PROBLEM STATEMENT
Every record below should be printed again exactly, with its pictures removed.

DATA FOR THIS EXERCISE
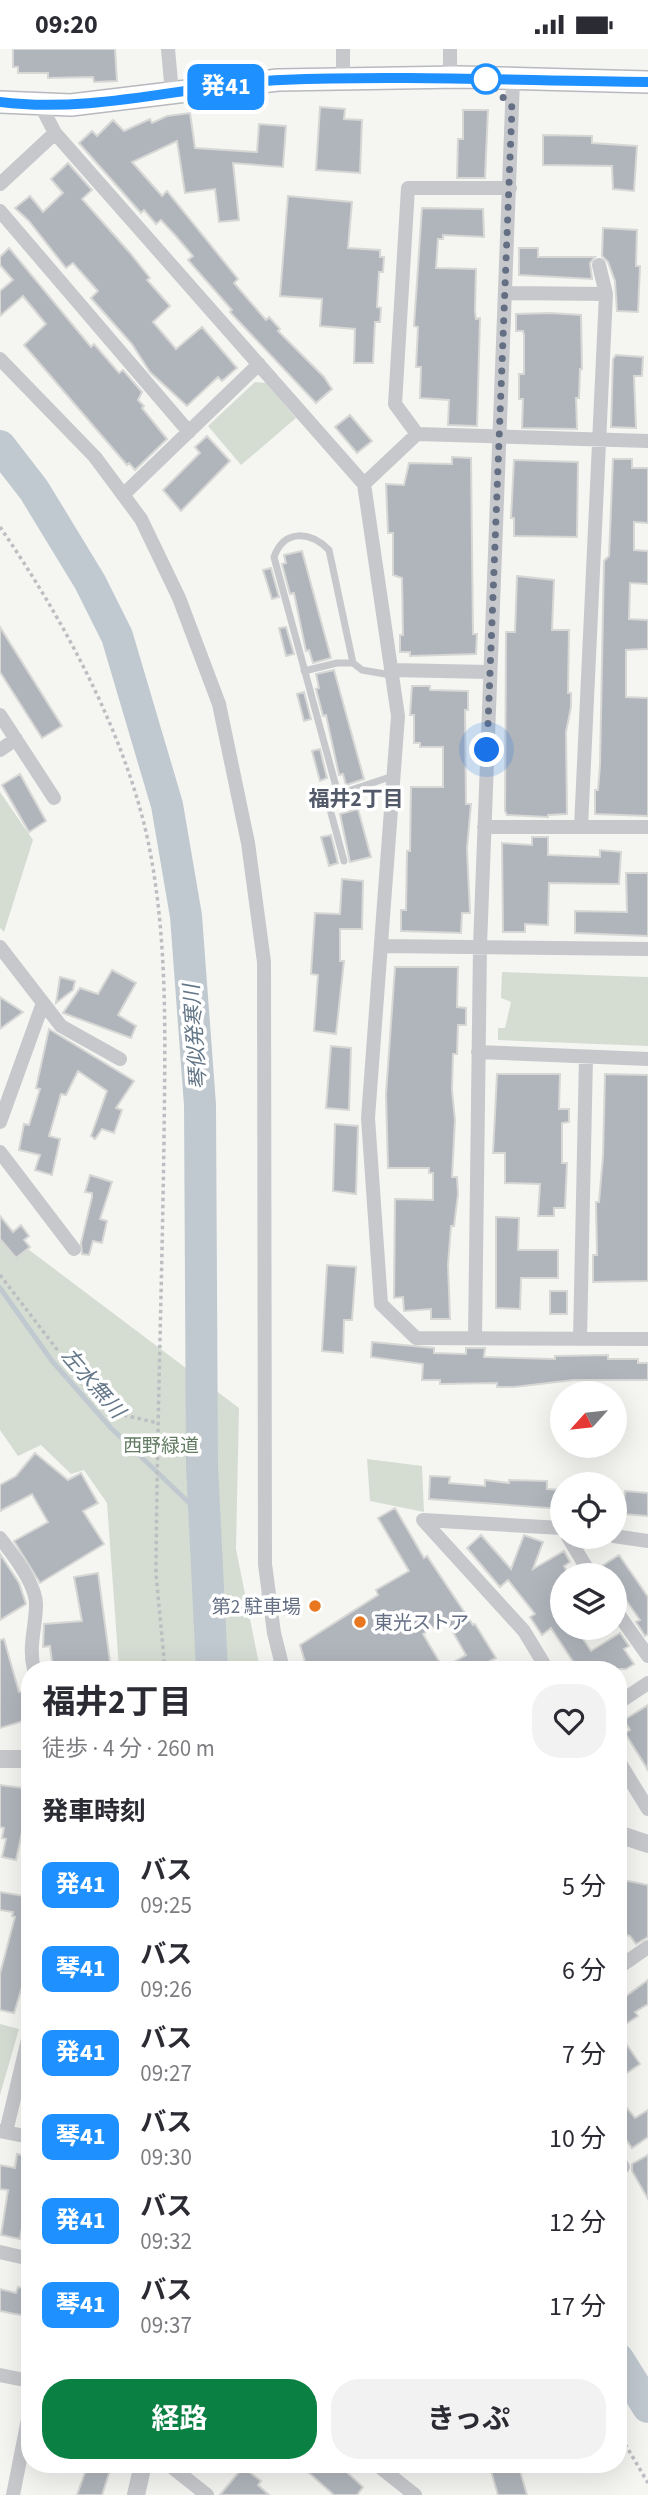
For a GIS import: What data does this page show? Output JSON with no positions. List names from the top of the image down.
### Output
{
  "districts": ["福井2丁目"],
  "water": ["琴似発寒川", "左水無川"],
  "parks": ["西野緑道"],
  "places": ["第2 駐車場", "東光ストア"],
  "lines": ["bus line 発41"],
  "north": "bottom left",
  "page": {
    "status": "09:20",
    "on_map": "発41",
    "heading": [
      ["福井2丁目", "徒歩 · 4 分 · 260 m"],
      "発車時刻"
    ],
    "list": [
      {
        "mark": "発41",
        "name": "バス",
        "note": "09:25",
        "value": "5 分"
      },
      {
        "mark": "琴41",
        "name": "バス",
        "note": "09:26",
        "value": "6 分"
      },
      {
        "mark": "発41",
        "name": "バス",
        "note": "09:27",
        "value": "7 分"
      },
      {
        "mark": "琴41",
        "name": "バス",
        "note": "09:30",
        "value": "10 分"
      },
      {
        "mark": "発41",
        "name": "バス",
        "note": "09:32",
        "value": "12 分"
      },
      {
        "mark": "琴41",
        "name": "バス",
        "note": "09:37",
        "value": "17 分"
      }
    ],
    "buttons": ["経路", "きっぷ"]
  }
}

WRITTEN SOLUTION
For a GIS import: What data does this page show? Output JSON with no positions. List names from the top of the image down.
### Output
{
  "districts": ["福井2丁目"],
  "water": ["琴似発寒川", "左水無川"],
  "parks": ["西野緑道"],
  "places": ["第2 駐車場", "東光ストア"],
  "lines": ["bus line 発41"],
  "north": "bottom left",
  "page": {
    "status": "09:20",
    "on_map": "発41",
    "heading": [
      ["福井2丁目", "徒歩 · 4 分 · 260 m"],
      "発車時刻"
    ],
    "list": [
      {
        "mark": "発41",
        "name": "バス",
        "note": "09:25",
        "value": "5 分"
      },
      {
        "mark": "琴41",
        "name": "バス",
        "note": "09:26",
        "value": "6 分"
      },
      {
        "mark": "発41",
        "name": "バス",
        "note": "09:27",
        "value": "7 分"
      },
      {
        "mark": "琴41",
        "name": "バス",
        "note": "09:30",
        "value": "10 分"
      },
      {
        "mark": "発41",
        "name": "バス",
        "note": "09:32",
        "value": "12 分"
      },
      {
        "mark": "琴41",
        "name": "バス",
        "note": "09:37",
        "value": "17 分"
      }
    ],
    "buttons": ["経路", "きっぷ"]
  }
}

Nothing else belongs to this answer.